Validators each manage a local view of all lanes. The leader will pick out the last certified tip (tip with a matching PoA) of every lane in its local view, forming a tip cut. The leader will include this tip cut in its proposal.
When this proposal is committed, the blocks in the proposed tip cut, along with all its parents up to the last tip cut (committed in the last consensus round), will be committed. This way, after recovering from a blip, a single round of consensus can commit all blocks disseminated during blips, and new requests will not observe any hangovers from here.

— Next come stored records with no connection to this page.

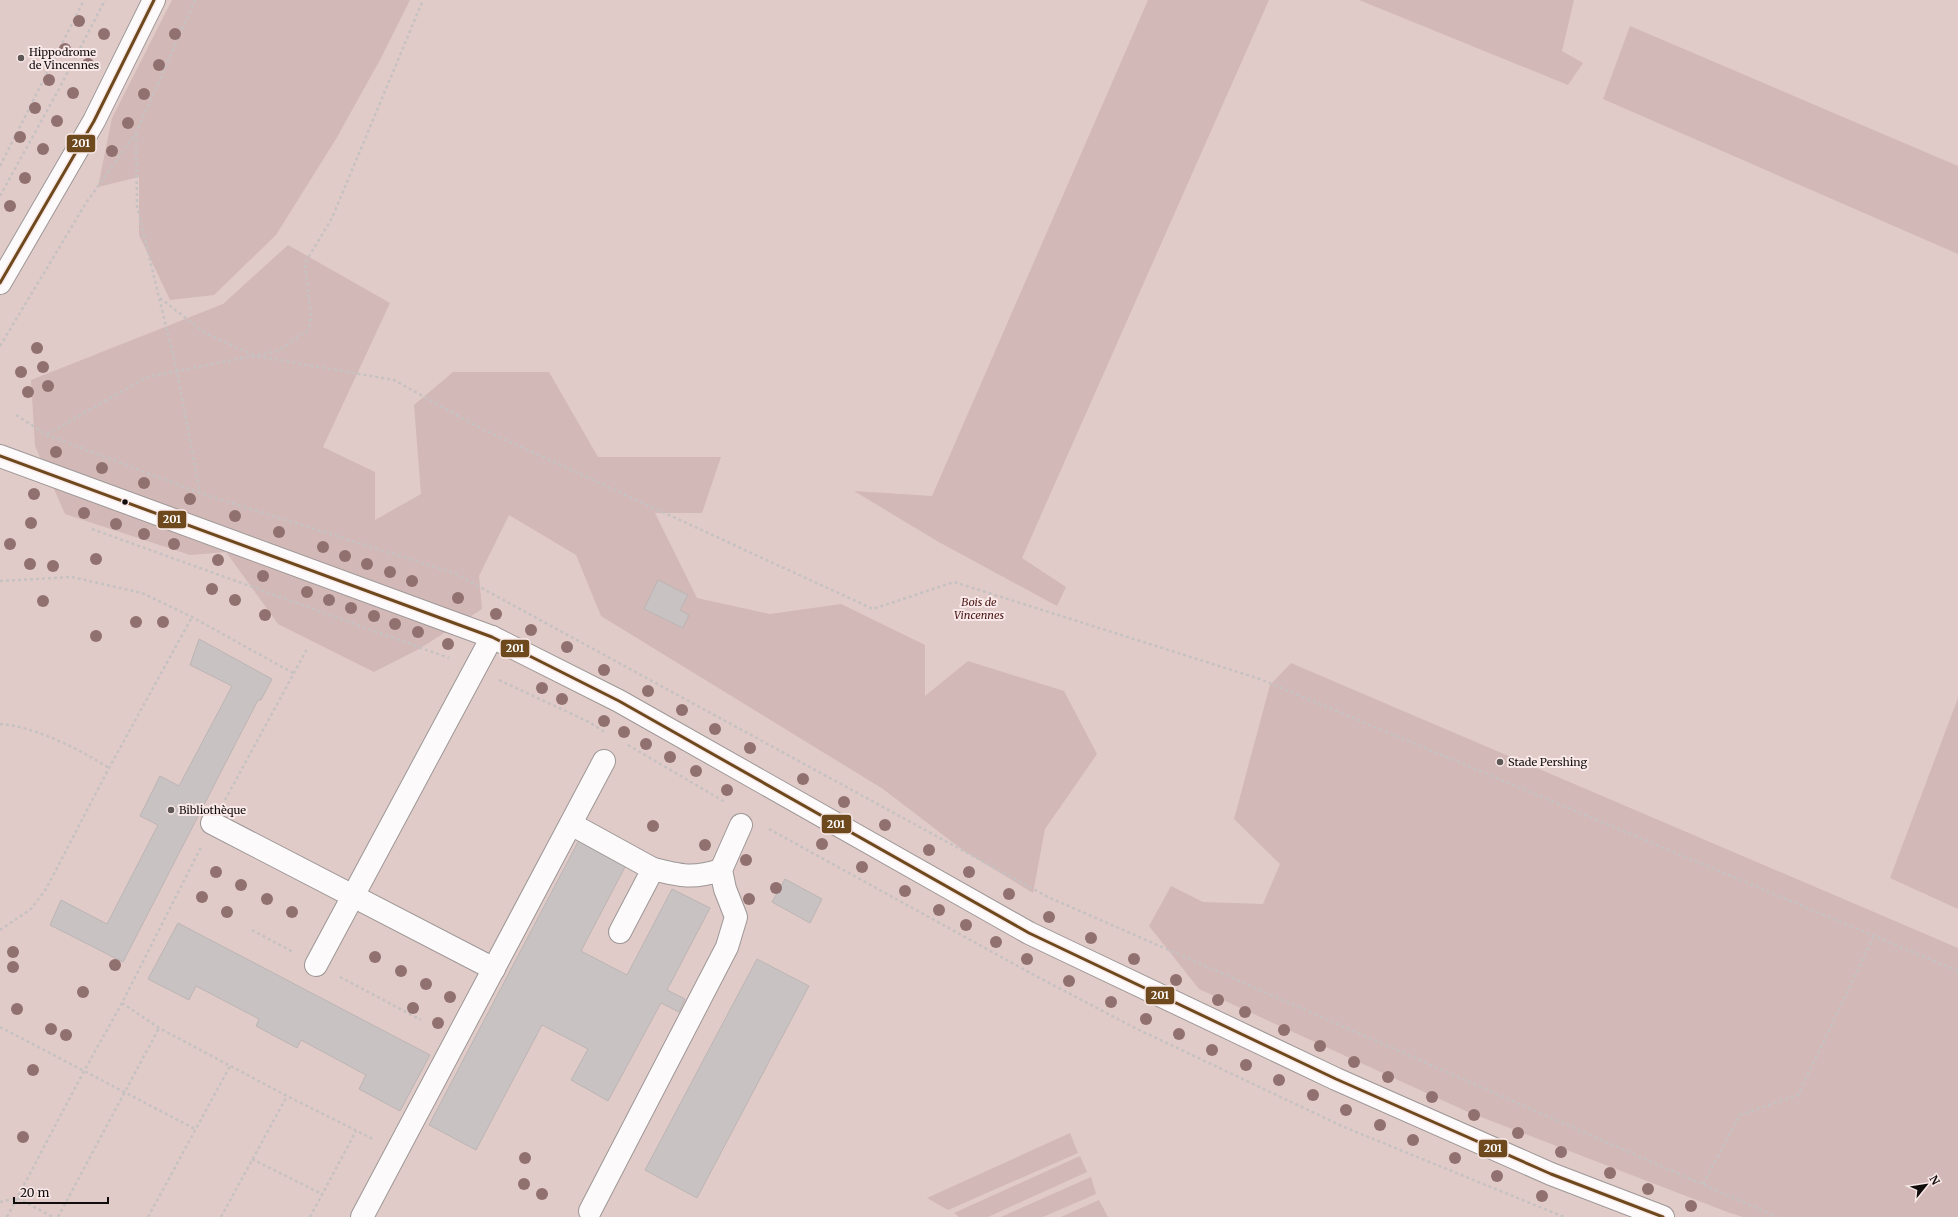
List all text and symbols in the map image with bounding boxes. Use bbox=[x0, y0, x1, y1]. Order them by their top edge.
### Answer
place label: Hippodrome de Vincennes bbox=[29, 45, 99, 72]
marker: Hippodrome de Vincennes bbox=[16, 53, 26, 63]
line badge: 201 bbox=[66, 134, 96, 153]
text: 201 bbox=[72, 136, 90, 150]
unlabelled marker bbox=[120, 497, 130, 507]
line badge: 201 bbox=[157, 510, 187, 529]
text: 201 bbox=[163, 512, 181, 526]
park label: Bois de Vincennes bbox=[954, 595, 1005, 622]
line badge: 201 bbox=[500, 639, 530, 658]
text: 201 bbox=[506, 641, 524, 655]
place label: Stade Pershing bbox=[1508, 755, 1587, 769]
marker: Stade Pershing bbox=[1495, 757, 1505, 767]
place label: Bibliothèque bbox=[179, 803, 246, 817]
marker: Bibliothèque bbox=[166, 805, 176, 815]
line badge: 201 bbox=[821, 814, 852, 834]
text: 201 bbox=[827, 817, 845, 831]
line badge: 201 bbox=[1145, 986, 1175, 1005]
text: 201 bbox=[1151, 988, 1169, 1002]
line badge: 201 bbox=[1478, 1139, 1508, 1158]
text: 201 bbox=[1484, 1141, 1502, 1155]
north arrow bbox=[1906, 1165, 1946, 1205]
text: N bbox=[1926, 1173, 1943, 1188]
scale bar bbox=[14, 1179, 108, 1205]
text: 20 m bbox=[20, 1185, 49, 1200]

A minor problem with this design is that leaders across different views may choose tips from conflicting branches of a lane. In this case, instead of committing all ancestor blocks of the blocks in the current tip cut, Autobahn will only commit up to the block whose parent block is at the same height of the block in the previous tip cut. This means that not all committed blocks are on the same branch of the lane, but ideally this should only happen for Byzantine validators.
The paper uses a linear PBFT-style protocol for consensus, where a round of consensus can be made in 1.5 round trips on the fast path and 2.5 round trips on the slow path. This latency can be reduced by using classic PBFT with all-to-all communication.